Device lending

../_images/aafig-5ed04f24af90a137b60da2e954fe67f4856abfe5.svg

Device lending builds on top of SmartIO and allows devices to be borrowed and inserted into the local kernel device tree. This will load the (transparent) device driver for the device and signal a hot-add event.

Device lending can for example be used to give a computer additional GPU power by borrowing additional GPUs from other nodes in the cluster.

The Dolphin Device Lending software enables this process to be controlled using a set of command line tools and options. These tools can be used directly or integrated into any other higher level resource management system. The device lending software is very flexible and does not require any boot order or power on sequencing. PCIe devices borrowed from a remote system can be used as if they were local devices until they are given back. The Device Lending software does not require any changes to transparent devices or to the Linux kernel.

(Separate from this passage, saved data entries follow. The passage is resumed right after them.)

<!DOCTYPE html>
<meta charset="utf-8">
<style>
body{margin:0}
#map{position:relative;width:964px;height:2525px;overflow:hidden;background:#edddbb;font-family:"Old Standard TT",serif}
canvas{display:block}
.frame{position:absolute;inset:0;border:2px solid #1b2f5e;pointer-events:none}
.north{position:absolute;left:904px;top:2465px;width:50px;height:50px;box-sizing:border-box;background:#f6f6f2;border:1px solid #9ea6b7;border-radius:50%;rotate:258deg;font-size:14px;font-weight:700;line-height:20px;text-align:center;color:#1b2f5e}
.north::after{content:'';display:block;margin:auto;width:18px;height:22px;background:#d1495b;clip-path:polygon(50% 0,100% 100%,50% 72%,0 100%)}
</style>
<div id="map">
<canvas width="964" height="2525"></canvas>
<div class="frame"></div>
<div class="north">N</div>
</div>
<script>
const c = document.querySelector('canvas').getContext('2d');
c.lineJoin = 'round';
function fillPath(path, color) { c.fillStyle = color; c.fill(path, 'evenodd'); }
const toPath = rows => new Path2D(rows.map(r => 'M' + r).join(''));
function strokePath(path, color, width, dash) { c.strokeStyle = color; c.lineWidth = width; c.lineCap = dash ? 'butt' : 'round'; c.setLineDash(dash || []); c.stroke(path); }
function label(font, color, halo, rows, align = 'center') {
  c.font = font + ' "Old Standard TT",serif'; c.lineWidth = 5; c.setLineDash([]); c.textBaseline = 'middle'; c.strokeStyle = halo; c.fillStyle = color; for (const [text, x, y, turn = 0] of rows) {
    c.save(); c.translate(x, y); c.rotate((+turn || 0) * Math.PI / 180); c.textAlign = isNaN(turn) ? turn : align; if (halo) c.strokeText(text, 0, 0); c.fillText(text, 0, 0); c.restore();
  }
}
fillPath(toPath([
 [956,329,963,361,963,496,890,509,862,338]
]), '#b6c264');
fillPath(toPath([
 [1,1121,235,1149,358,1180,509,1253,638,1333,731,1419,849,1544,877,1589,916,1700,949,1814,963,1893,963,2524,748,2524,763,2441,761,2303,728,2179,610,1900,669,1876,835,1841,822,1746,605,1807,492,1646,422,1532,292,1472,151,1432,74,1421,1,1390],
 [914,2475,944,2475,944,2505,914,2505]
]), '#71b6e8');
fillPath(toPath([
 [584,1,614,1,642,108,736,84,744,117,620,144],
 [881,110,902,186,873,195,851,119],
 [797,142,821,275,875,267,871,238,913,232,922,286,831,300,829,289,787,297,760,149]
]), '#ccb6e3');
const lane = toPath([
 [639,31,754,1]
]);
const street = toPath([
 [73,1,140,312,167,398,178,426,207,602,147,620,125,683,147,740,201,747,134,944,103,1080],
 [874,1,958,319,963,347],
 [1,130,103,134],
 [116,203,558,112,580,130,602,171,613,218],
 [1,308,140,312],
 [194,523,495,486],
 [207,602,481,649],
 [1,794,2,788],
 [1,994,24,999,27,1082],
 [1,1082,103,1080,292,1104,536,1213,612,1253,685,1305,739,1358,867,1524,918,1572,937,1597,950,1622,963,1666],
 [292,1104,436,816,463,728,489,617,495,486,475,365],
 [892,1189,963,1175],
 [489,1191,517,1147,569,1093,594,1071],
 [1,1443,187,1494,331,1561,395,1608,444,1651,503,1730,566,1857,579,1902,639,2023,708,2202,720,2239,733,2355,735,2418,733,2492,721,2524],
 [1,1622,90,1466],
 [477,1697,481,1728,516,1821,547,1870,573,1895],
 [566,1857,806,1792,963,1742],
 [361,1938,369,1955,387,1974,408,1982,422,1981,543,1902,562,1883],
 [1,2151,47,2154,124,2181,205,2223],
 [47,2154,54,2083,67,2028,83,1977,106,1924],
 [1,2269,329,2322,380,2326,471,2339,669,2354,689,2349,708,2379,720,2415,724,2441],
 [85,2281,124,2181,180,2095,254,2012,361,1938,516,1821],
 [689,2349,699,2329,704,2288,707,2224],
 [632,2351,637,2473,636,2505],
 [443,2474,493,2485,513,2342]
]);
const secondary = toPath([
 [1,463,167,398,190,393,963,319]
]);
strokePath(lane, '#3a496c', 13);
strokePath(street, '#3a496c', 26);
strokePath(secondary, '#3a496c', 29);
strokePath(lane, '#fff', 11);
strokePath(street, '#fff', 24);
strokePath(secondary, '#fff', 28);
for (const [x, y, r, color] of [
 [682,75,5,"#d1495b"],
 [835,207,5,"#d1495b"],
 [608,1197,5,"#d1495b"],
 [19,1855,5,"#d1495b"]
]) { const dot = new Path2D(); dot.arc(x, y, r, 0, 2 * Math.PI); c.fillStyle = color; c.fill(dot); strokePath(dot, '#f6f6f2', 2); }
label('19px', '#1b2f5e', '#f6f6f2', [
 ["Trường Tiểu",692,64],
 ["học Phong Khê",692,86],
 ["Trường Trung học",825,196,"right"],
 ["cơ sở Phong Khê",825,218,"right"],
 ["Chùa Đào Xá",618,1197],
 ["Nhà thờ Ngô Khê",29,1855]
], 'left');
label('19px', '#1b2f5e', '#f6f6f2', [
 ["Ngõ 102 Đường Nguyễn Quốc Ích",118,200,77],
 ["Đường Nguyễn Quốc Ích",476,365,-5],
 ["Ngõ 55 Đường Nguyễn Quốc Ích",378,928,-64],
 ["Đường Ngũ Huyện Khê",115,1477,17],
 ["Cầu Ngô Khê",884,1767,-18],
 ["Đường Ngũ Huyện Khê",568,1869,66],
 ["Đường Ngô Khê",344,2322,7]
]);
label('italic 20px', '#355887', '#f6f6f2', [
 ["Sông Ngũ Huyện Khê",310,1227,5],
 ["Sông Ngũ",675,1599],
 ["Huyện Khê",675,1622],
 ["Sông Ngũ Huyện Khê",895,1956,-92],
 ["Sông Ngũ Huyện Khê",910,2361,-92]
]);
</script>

Devices can be made available to systems on the network and can be temporarily borrowed by any system as long as it is required. When use of the device is completed, the device can be borrowed by other systems on the network or it can be returned to local use where it is physically located.

Borrowing and returning remote devices

This section describes how to use device lending to borrow remote devices from other nodes. Borrowed devices appears to the borrowing system as local, hot-plugged devices. The device must be unused for borrow to succeed (‘available’ in list). A device that is borrowed for device lending may not be be borrowed by any other node or SISCI application at the same time.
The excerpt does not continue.